Dryden wrote the play in closed couplets of iambic pentameter. He proposed, in the Preface to the printed play, a new type of drama that would celebrate heroic figures and actions in a meter and rhyme that would emphasize the dignity of the action. Dryden's innovation is a notable turn in poetic diction in England, as he was attempting to find an English meter and vocabulary that could correspond to the ancient Latin heroic verse structure. The closed iambic couplet is, indeed, referred to as the "heroic couplet" (although couplets had certainly been used before, and with an heroic connotation, as Samuel Butler's parody in tetrameter couplets, Hudibras shows). As for subject matter, the hero of an heroic drama would have to demonstrate, Dryden said, the Classical virtues of strength and decisiveness. Inasmuch as the British Restoration stage was already under attack for the licentiousness of its comedies and the example set by its lewd actresses, Dryden was attempting to turn the tide to admirable subjects.

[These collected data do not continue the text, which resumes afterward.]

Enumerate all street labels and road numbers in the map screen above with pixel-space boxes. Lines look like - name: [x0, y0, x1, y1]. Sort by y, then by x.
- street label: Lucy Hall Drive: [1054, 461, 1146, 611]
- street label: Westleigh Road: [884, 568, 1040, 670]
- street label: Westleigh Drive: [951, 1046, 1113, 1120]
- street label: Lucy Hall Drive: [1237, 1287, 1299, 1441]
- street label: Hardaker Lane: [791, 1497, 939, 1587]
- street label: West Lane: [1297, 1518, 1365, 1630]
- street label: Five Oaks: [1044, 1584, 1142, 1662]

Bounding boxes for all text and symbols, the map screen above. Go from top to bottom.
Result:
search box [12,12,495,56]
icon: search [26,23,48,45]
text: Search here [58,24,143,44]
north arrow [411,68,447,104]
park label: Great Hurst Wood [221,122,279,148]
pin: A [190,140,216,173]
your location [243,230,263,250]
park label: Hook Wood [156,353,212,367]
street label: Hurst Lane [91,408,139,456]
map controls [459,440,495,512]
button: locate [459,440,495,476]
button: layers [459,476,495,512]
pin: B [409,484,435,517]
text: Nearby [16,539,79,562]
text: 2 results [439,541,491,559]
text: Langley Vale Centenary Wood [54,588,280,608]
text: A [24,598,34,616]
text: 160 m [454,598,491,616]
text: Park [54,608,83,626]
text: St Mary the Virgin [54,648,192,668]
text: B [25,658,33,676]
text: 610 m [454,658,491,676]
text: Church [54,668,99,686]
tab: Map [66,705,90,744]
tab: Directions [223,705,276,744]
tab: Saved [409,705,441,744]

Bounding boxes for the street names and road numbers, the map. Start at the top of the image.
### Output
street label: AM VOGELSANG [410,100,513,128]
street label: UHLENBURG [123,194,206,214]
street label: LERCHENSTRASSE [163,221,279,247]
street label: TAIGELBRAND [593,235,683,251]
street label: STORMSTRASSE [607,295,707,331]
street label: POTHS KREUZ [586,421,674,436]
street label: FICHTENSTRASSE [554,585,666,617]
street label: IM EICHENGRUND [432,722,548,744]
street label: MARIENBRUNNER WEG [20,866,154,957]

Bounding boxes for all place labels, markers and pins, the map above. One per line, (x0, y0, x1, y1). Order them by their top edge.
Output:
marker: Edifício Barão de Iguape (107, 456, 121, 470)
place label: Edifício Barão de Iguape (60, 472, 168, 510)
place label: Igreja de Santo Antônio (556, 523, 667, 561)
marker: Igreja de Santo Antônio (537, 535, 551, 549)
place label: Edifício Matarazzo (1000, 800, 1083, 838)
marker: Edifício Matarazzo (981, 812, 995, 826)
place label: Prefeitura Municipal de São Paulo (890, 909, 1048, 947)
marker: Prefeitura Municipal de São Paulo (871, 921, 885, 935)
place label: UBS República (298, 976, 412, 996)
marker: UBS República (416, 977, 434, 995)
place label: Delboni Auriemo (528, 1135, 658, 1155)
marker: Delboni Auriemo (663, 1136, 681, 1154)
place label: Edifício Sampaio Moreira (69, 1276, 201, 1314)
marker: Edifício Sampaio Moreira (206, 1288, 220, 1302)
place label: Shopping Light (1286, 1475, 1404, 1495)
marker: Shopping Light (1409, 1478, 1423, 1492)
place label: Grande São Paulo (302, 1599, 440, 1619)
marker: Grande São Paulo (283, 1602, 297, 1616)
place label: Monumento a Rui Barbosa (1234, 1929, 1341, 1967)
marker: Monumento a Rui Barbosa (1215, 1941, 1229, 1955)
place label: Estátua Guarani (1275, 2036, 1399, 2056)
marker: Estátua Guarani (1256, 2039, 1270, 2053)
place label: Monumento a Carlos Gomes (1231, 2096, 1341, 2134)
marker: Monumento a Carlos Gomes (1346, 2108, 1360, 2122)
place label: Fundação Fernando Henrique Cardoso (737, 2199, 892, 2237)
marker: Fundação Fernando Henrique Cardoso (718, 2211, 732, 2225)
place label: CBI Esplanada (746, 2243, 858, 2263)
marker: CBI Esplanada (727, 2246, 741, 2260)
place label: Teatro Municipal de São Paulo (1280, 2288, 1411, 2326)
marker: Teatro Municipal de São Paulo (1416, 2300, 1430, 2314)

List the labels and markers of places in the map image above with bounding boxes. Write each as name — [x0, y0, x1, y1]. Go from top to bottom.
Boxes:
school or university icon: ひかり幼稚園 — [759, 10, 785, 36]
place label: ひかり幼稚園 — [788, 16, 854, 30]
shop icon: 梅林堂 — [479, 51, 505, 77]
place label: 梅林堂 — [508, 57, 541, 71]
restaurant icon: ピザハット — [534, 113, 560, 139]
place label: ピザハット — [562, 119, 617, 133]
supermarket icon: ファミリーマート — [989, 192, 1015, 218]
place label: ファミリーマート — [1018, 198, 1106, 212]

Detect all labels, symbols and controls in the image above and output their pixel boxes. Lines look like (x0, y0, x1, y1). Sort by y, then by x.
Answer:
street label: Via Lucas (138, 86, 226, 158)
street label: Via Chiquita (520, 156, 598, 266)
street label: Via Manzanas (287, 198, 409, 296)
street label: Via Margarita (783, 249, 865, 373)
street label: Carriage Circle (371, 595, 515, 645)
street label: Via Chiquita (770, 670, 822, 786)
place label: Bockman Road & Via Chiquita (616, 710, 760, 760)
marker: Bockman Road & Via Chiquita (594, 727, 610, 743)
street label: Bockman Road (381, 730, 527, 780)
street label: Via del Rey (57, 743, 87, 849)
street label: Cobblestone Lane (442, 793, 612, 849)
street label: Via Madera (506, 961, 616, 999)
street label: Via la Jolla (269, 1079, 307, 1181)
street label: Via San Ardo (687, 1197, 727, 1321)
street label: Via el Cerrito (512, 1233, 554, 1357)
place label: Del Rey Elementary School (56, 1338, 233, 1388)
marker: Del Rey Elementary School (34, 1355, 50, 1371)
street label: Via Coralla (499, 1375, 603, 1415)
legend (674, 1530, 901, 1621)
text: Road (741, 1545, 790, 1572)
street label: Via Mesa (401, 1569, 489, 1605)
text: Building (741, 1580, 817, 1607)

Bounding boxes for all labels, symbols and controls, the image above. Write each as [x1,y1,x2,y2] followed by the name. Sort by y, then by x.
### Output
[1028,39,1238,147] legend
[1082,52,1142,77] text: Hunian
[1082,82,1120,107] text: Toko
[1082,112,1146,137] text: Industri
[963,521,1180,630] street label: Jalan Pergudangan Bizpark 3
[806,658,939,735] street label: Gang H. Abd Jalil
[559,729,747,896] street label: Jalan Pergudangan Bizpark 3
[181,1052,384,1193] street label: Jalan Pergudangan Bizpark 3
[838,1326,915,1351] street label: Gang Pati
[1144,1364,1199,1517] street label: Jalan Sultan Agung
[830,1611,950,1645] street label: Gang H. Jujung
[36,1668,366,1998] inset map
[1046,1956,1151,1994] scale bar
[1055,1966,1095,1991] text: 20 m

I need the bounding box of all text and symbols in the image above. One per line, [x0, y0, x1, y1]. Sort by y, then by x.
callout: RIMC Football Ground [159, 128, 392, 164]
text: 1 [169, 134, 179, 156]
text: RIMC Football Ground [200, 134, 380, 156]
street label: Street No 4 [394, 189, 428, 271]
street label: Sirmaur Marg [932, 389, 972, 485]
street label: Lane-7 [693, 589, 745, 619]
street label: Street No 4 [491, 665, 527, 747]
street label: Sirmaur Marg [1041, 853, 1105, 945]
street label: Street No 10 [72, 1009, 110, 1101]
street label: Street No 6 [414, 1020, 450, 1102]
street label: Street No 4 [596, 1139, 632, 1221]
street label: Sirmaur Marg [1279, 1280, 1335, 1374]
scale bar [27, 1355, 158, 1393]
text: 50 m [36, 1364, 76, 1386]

The play concerns the battle between the Moors and Spanish at the historical fall of Granada. The Spanish are kept generally in the background, and the action mainly concerns two factions of Moors, the Abencerrages and the Zegrys. The hero is Almanzor, who fights for the Moors. He falls in love with Almahide, who is engaged to Boabdelin, king of the Moors. She loves him, too, but she will not betray her vows to Boabdelin, and Boabdelin is torn between his jealousy and need for Almanzor. Almanzor and Almahide remain separated until the death of Boabdelin in the last act, when impediments are removed and the forbearing lovers can be united. There are two other crossed love plots in the play as well. Abdalla, brother of king Boabdelin, and Abdelmelich, the head of the Abencerrages faction, vie in love for the hand of Lyndaraxa, the sister of the leader of the Zegrys. Also, Ozmyn, a young Abencerrage man, loves Benzayda, a Zegry. It turns out during the play that Almanzor is the lost son of the Duke of Arcos, a Spaniard, but he fights for the Moors for his duty.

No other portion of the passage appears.